MADURANEWS.CO, Surabaya – Pemerintah siapkan upaya ekstra untuk pemenuhan energi Indonesia, dimana saat ini Indonesia berada di fase energy transition, yaitu peralihan dr fosil energy menuju green energy. Dan itu terjadi dalam waktu cepat, antara 5 – 10 Tahun.
Beberapa perusahaan energy besar dunia sudah melakukan langkah transisi untuk masuk ke green energy. Lalu bagaimana dengan eksplorasi sebagai awal dari kegiatan hulu migas.
Dalam energy transisi, di tahun 2030 pemakaian energi fosil masih dominan dalam bauran energi yaitu sekitar 40 persen, dan di 2050 sekitar 36 persen.
“Melihat hal itu, menunjukkan bahwa kebutuhan akan energi fosil masih dominan dan butuh upaya yang luar biasa untuk memenuhi kebutuhan tersebut”, kata Nanang Abdul Manaf, Tenaga Ahli Komisi Pengawas SKKMigas dalam keterangan tertulis, Selasa (23/02).
Lebih lanjut, Nanang menjelaskan bahwa Eksplorasi itu penting karena setiap Barel produksi minyak dimulai dari satu new field wildcat well. “Tanpa eksplorasi jangan berharap ada cadangan migas baru”, jelasnya.

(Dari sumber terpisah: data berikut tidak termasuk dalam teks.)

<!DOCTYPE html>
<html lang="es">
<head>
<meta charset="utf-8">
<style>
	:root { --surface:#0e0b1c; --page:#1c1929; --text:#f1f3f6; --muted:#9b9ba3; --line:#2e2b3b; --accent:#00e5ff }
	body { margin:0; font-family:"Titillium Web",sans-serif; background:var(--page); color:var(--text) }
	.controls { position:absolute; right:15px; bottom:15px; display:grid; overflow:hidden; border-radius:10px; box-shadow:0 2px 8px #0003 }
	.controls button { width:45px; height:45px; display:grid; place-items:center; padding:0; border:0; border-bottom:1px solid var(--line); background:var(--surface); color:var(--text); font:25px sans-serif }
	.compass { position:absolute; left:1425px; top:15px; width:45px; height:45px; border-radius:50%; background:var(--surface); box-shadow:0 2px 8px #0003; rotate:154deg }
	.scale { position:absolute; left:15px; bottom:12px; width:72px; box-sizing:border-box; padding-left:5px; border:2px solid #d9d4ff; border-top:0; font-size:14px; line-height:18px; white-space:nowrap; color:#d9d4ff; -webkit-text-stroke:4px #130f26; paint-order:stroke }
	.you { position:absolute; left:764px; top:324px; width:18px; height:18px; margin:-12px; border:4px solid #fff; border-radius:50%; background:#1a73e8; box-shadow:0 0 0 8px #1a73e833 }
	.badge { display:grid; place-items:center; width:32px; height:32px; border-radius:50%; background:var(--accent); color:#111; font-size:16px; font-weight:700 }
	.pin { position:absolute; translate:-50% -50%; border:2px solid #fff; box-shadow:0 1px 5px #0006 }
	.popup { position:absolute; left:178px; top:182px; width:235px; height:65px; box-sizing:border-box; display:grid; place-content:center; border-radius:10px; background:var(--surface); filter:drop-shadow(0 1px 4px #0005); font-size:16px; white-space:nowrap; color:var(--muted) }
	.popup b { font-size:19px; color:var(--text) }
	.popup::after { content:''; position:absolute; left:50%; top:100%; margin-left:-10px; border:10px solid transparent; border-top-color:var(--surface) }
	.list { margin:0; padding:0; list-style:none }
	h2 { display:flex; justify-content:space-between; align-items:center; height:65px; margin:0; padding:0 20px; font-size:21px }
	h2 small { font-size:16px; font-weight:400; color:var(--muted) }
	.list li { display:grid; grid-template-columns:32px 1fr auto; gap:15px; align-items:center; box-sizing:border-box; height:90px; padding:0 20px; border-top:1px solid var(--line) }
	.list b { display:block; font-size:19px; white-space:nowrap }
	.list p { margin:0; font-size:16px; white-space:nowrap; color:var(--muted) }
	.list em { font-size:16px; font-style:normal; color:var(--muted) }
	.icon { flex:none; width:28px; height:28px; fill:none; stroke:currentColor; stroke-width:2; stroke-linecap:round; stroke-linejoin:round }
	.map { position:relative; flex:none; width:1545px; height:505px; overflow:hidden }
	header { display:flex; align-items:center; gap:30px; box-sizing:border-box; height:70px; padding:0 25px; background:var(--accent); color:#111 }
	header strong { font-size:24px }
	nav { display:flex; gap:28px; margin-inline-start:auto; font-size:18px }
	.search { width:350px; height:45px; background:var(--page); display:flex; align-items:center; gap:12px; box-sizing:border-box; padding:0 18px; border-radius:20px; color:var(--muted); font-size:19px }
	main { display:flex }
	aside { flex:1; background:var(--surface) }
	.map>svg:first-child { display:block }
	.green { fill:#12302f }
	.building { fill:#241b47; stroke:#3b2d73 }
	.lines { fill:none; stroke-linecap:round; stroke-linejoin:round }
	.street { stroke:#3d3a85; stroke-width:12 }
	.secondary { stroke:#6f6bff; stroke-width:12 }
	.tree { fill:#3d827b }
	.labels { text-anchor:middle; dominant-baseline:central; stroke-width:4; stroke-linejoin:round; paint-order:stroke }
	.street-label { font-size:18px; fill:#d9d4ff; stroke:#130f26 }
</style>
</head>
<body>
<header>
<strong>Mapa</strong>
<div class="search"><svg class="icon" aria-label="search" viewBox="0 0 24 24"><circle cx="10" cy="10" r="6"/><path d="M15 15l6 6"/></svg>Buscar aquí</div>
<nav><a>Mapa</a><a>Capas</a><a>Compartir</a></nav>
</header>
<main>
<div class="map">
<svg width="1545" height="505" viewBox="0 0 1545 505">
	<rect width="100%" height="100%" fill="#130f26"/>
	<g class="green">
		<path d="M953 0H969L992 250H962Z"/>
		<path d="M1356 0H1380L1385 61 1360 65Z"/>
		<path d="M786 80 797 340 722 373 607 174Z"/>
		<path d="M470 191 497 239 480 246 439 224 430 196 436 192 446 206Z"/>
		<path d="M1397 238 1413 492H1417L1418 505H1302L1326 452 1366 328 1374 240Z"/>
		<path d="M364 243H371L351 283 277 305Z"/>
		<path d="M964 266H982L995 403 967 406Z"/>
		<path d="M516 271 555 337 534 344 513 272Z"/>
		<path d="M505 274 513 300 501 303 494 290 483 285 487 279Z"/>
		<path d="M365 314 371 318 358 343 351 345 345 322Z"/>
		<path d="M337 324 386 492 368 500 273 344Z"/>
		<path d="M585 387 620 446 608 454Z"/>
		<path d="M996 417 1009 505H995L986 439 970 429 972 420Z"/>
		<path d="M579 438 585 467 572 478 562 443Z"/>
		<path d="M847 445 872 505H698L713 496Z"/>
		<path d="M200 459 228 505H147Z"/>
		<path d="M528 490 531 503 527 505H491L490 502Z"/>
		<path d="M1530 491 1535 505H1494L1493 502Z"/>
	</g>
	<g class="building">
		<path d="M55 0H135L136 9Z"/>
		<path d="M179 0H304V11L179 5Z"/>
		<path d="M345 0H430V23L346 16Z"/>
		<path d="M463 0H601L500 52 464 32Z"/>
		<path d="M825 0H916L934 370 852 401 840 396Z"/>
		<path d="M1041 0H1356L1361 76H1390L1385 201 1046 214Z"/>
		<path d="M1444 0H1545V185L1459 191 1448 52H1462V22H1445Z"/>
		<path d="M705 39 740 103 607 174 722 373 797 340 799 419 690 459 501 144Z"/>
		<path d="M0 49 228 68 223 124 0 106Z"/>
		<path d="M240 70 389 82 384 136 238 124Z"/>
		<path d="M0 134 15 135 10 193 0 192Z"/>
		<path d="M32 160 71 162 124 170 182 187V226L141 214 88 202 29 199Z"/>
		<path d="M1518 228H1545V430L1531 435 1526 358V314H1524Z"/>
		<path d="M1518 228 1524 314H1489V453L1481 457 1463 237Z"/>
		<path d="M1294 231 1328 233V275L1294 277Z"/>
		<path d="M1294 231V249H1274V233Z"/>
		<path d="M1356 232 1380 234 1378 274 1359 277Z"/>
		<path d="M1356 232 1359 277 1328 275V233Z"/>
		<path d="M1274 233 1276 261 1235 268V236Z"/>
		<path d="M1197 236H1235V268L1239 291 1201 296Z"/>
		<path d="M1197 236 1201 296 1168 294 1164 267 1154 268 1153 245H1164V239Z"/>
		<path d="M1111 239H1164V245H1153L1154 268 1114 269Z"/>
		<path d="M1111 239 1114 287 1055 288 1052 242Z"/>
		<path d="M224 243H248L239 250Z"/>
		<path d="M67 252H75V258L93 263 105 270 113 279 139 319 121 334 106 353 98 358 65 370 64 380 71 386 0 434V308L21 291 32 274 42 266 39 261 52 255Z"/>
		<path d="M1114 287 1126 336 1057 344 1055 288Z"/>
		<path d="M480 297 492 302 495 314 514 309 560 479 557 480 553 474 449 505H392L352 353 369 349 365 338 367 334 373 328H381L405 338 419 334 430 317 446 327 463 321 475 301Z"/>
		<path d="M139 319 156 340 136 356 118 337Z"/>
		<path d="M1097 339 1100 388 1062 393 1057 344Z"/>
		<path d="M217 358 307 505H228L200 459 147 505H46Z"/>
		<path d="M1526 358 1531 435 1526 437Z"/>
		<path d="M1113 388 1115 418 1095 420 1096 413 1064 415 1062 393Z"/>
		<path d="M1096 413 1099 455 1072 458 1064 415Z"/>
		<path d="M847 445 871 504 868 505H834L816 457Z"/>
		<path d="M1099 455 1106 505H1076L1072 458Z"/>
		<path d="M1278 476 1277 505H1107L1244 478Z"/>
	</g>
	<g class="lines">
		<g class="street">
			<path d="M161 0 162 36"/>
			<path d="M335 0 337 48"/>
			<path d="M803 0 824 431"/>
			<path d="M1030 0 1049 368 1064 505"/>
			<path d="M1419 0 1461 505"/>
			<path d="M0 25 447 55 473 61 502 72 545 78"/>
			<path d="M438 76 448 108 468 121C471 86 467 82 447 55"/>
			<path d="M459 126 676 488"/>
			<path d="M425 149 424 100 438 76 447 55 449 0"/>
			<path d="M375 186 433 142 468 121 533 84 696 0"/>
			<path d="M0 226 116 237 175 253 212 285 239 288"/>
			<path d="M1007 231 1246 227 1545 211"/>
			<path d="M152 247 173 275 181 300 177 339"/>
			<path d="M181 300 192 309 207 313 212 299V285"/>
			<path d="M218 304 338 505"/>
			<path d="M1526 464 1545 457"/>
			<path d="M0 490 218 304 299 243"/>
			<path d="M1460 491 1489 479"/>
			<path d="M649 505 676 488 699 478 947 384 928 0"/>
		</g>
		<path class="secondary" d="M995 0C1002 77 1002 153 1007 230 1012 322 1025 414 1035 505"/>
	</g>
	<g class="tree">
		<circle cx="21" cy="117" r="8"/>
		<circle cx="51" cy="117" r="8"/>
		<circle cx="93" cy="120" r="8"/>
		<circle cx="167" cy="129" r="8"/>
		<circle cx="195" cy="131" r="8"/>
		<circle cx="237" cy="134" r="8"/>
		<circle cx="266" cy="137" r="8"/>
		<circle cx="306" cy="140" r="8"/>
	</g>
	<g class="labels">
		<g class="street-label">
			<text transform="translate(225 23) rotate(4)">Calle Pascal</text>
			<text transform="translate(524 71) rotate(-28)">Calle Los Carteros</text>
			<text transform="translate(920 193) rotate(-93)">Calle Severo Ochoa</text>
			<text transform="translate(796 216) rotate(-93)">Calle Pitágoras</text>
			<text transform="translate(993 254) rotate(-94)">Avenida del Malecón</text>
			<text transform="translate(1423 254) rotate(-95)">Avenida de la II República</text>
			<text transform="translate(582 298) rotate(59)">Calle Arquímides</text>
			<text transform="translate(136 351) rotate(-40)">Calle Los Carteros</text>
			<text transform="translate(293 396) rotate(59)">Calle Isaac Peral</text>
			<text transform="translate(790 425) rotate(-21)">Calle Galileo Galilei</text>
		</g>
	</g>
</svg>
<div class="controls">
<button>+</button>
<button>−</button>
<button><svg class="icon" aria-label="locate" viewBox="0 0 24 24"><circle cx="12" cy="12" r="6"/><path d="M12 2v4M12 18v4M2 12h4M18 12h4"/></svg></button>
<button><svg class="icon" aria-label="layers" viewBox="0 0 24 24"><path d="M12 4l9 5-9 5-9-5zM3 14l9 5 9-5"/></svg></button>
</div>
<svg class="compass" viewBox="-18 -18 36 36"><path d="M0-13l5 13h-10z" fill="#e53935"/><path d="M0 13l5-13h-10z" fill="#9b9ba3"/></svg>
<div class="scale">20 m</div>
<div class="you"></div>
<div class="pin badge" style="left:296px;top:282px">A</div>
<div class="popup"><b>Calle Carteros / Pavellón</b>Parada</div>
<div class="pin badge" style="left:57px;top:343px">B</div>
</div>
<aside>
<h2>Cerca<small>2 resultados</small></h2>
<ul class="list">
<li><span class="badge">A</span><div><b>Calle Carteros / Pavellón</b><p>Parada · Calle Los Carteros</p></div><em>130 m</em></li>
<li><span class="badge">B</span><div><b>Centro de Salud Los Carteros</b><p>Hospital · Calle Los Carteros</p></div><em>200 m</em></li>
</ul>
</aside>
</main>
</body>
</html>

Nanang menambahkan bahwa disadari atau tidak, Easy Oil Era sudah habis, dan kini industri hulu migas dihadapkan dengan tantangan, antara lain produksi migas terus turun; area eksplorasi berada di frontier area; waktu komersialisasi lenemuan eksplorasi terlalu lama; investor kurang tertarik utk eksplorasi di Indonesia; perlu upaya breakthrough untuk mempermudah investasi.
Investasi migas untuk eksplorasi membutuhkan biaya sangat besar. Bisa mencapai triliunan rupiah. Maka dari itu perlu fiscal terms yang aktraktif, regulasi dan politik yang stabil.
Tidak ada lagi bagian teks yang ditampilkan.